Jesus’ healing ministry continues in the ChurchBy: Fr. David J. Dohogne
As Catholics and in His love for us, Christ provides for all of our spiritual needs in the seven Sacraments of our Faith. The Lord does this in a unique way through the Sacrament of the Anointing of the Sick.
The Sacrament of the Anointing of the Sick is often misunderstood. In today’s world, a fair amount of people learn about the Catholic Faith through the media, in particular television. Oftentimes, the information presented about this sacrament in the secular media is not accurate. For example, priests often receive calls from family members requesting “last rites” for a dying loved one, a phrase used quite often on TV and in movies. Let’s look at the two rituals that the Church provides for those who are sick and dying.

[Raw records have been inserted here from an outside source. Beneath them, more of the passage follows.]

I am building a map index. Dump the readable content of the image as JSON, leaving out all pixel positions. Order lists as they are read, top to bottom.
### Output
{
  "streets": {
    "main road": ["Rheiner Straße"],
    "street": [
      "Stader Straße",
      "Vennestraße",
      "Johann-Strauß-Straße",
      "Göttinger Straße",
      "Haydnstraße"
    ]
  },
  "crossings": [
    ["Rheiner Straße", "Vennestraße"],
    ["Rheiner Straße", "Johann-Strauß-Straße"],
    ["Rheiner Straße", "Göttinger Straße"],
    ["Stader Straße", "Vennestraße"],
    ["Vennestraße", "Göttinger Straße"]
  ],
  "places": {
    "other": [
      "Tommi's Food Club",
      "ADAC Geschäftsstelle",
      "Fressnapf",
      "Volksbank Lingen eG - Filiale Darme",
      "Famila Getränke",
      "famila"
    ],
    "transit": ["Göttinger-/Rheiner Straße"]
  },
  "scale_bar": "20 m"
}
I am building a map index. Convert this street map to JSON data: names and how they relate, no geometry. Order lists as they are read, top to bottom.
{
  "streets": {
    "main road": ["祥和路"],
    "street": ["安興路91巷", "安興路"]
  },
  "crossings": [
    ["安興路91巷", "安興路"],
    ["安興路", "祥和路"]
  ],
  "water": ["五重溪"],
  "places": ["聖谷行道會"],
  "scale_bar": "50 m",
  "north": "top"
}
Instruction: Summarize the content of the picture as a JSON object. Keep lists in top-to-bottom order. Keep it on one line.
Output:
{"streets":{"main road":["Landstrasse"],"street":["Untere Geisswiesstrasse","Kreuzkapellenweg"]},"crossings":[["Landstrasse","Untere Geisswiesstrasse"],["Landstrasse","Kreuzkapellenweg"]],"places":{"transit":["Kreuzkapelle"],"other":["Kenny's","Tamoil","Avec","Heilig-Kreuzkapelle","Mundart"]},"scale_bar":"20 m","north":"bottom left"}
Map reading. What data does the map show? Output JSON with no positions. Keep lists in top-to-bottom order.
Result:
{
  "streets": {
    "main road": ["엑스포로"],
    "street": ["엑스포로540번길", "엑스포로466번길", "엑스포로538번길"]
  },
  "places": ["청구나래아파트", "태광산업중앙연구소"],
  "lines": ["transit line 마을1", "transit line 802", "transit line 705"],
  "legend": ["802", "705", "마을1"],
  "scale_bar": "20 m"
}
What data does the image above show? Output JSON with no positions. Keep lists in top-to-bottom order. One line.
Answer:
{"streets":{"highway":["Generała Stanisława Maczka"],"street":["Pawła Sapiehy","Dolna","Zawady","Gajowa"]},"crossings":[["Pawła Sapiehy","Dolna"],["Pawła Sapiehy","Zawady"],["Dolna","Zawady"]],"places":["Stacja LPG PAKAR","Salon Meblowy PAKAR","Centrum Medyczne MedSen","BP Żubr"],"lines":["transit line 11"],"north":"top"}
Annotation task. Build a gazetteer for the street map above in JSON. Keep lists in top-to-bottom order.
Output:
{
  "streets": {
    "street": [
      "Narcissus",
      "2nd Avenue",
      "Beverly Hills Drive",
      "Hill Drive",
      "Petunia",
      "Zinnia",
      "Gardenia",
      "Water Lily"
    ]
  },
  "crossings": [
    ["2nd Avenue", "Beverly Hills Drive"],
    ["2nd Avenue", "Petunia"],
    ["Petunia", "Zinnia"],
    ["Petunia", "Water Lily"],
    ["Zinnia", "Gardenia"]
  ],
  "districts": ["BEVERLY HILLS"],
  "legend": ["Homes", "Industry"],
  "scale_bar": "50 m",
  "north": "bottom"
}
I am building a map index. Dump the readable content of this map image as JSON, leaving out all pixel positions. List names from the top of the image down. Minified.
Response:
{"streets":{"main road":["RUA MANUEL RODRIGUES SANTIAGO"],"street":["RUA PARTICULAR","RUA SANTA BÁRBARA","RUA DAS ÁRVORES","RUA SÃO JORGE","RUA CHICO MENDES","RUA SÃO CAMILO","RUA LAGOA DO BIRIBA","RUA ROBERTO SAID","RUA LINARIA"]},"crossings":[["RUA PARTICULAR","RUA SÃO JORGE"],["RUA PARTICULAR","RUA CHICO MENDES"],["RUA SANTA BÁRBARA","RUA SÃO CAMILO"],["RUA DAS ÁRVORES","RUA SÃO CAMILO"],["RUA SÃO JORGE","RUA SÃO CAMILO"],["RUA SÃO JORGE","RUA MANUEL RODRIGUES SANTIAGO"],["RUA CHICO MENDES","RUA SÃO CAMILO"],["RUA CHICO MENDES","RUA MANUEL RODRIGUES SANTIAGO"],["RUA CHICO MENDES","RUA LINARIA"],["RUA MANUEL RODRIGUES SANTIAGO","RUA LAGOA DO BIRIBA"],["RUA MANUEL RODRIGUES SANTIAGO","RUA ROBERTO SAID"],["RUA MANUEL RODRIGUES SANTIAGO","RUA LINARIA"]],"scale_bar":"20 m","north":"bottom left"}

The Sacrament of the Anointing of the Sick is often “underused” by many of today’s Catholics. Perhaps it falls back to a time when this sacrament was referred to as “Extreme Unction,” meaning the “last anointing” before a person died. However, the Church now approaches this sacrament differently. The Scriptural foundation for it is found in the New Testament letter of St. James: “Are there any who are sick among you? Let them send for the priests of the Church, and let the priests pray over them, anointing them with oil in the name of the Lord; and the prayer of faith will save the sick persons, and the Lord will raise them up; and if they have committed any sins, their sins will be forgiven them (James 5:14-15).
The purpose of this sacrament is to bring spiritual comfort and strength to someone who is suffering physically, spiritually, or emotionally. The sacrament does not “guarantee” a total healing and recovery, but rather commends the sick to the mercy and healing power of God. In reading the Gospels, we know that Christ spent a large portion of His time and ministry in healing people of a variety of physical and spiritual afflictions. He continues that healing ministry in the Church today through this sacrament. In following the directive given in the Letter of St. James, the forgiveness of venial sins is also received through the grace of this sacrament, which is why only a priest or bishop may celebrate the Sacrament of Anointing of the Sick. Normally, this sacrament is requested by a person prior to surgery or some other serious medical procedure as well as by the elderly who have grown weaker with age. It is also celebrated in case of an emergency (e.g. someone suffering from a heart attack or involved in an accident). This sacrament may be repeated and celebrated again if a person’s condition becomes more grave or if one recovers after being anointed and then falls ill again.
Secondly, if a person is in the process of dying with little or no hope of recovery, the Church provides the celebration of “Viaticum,” which is Latin meaning “with you on the way.” If able to do so, the dying person receives Holy Communion as “food for the passage through death to eternal life,” as Christ, in the Eucharist, is our guide and companion “on the way” to eternal life. In addition, prayers for the commendation of the dying are offered to comfort not only the dying person, but his or her family as well. These are very beautiful and powerful prayers.
When ill and dying, whether it be ourselves or a loved one, we know the comforting power of these prayers of the Church. As pastors, we want to remind the faithful that one only need to request this sacrament of healing in order to bring God’s mercy, healing, and strength to those in need. Viaticum and the Commendation of the Dying are perfect ways to assist and help prepare our loved ones for the great transition of concluding earthly life and entering into eternal life.